Ruth Robinson’s Year of Miracles
Now Ruth has a baby on the wayand no place to call home…
With the father of her child AWOL and her parents less than impressed, Ruth decides to move in with her eccentric uncles. And when the Virgin Mary appears in their hen house, it is clear Ruth’s unplanned pregnancy isn’t the only ‘miracle’ she’ll be encountering this year…
Available from Amazon UK and Amazon US
I’d like to thank Rosemary very much for inviting me to visit her blog.
Although this is my fourth published book, in fact I originally wrote it some years ago. My then publisher thought it needed a lot of changes, and I thought the novel was a bit too mad for most people’s taste anyway, and so I left it in the famous cyber drawer for some time.
More recently, a writer friend asked to see it. I have long since learned never to show my writing to friends and family, as they hesitate to say anything uncomplimentary, so I don’t necessarily get the truth. But I knew that this friend – an author herself – would shoot from the hip if necessary, so off it went. A short time later, I received an email from her saying that she absolutely loved it, and so I took another look at it then sent it off to my current publisher. She too loved it, and so Ruth Robinson was re-born.

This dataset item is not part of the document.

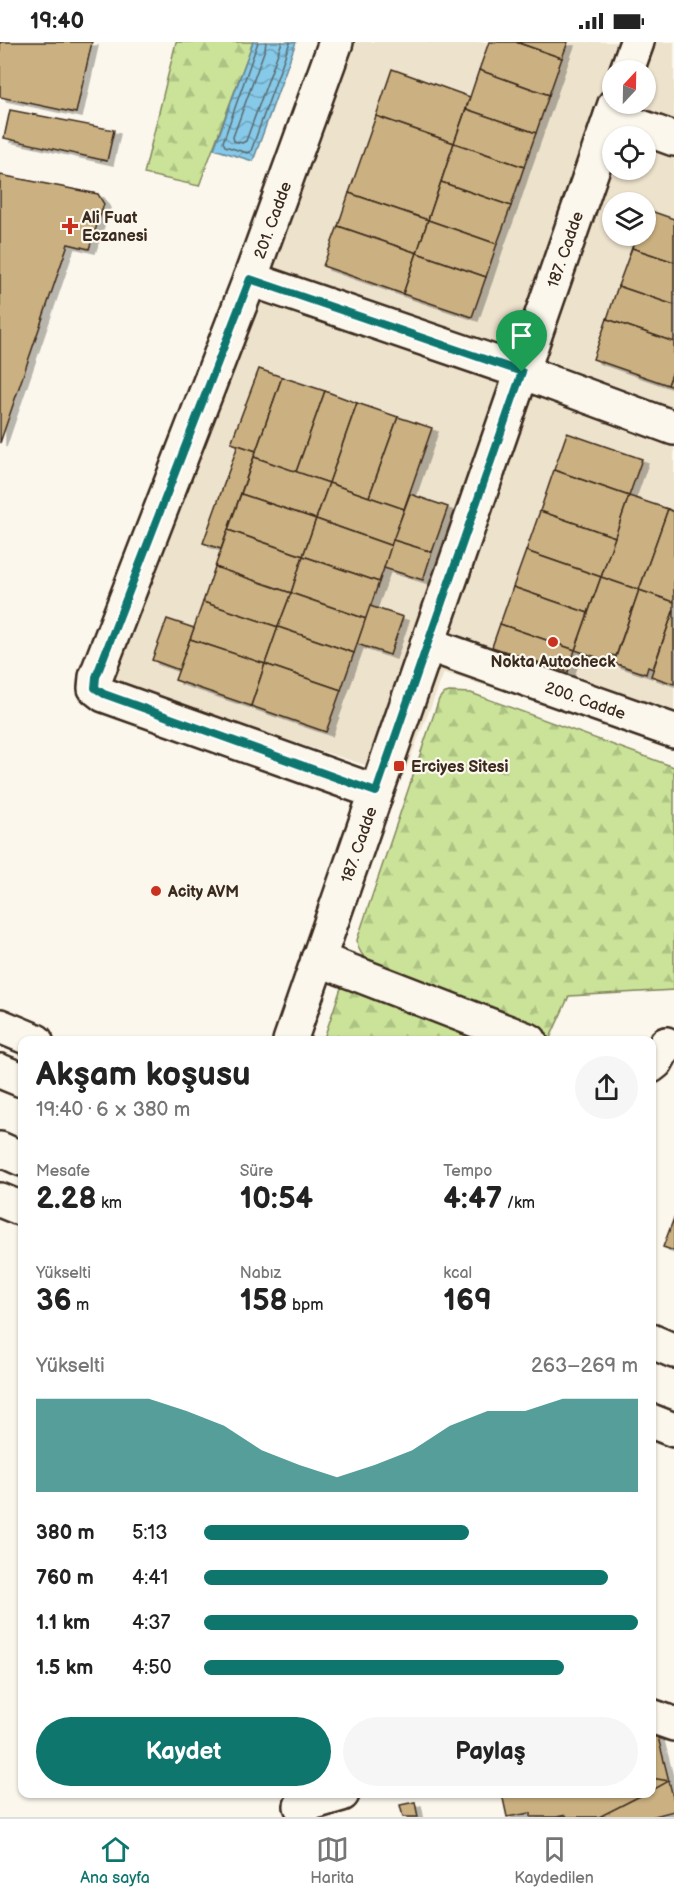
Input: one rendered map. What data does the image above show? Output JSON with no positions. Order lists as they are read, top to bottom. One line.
{"streets":{"main road":["201. Cadde","187. Cadde","200. Cadde"]},"crossings":[["201. Cadde","187. Cadde"],["187. Cadde","200. Cadde"]],"places":{"health":["Ali Fuat Eczanesi"],"other":["Nokta Autocheck","Acity AVM"],"transit":["Erciyes Sitesi"]},"north":"top","page":{"status":"19:40","heading":["Akşam koşusu","19:40 · 6 × 380 m"],"stats":[["Mesafe","2.28 km"],["Süre","10:54"],["Tempo","4:47 /km"],["Yükselti","36 m"],["Nabız","158 bpm"],["kcal","169"]],"chart":["Yükselti","263–269 m"],"list":[{"name":"380 m","note":"5:13"},{"name":"760 m","note":"4:41"},{"name":"1.1 km","note":"4:37"},{"name":"1.5 km","note":"4:50"}],"buttons":["Kaydet","Paylaş"],"tabs":["Ana sayfa","Harita","Kaydedilen"]}}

I’d love to say what the inspiration for the novel was, but the truth is, I’ve no idea. There are basically two kinds of writers: those who plan, cover their office walls with post-it notes, know the ages and interests and hair colour of all their characters, and generally know exactly where their novel is going; and then there are writers like me. I just begin writing a book, and hope it takes me somewhere. I have no idea what’s going to happen, who’s going to do what, and what’s going to happen in the end (probably the reason my one foray into the world of crime writing foundered so spectacularly!). I’d dearly love to be a planner, but I can’t somehow manage it.
I think of all my novels, the one I enjoyed writing the most was this one. It’s a mad romp of a book, with a pregnant heroine, eccentric twin elderly men, a pole dancer, a miraculous apparition and a couple of born-again Christians, to name but some of the characters. Even the original title – The Virgin of the Hen house – was a bit mad (even my publisher drew the line at that). It’s not a book I could ever have planned; it had to make itself up as it went along.
Absolutely, Frances. I can’t plot either and it certainly seems to work for you! Thanks so much for this interesting post.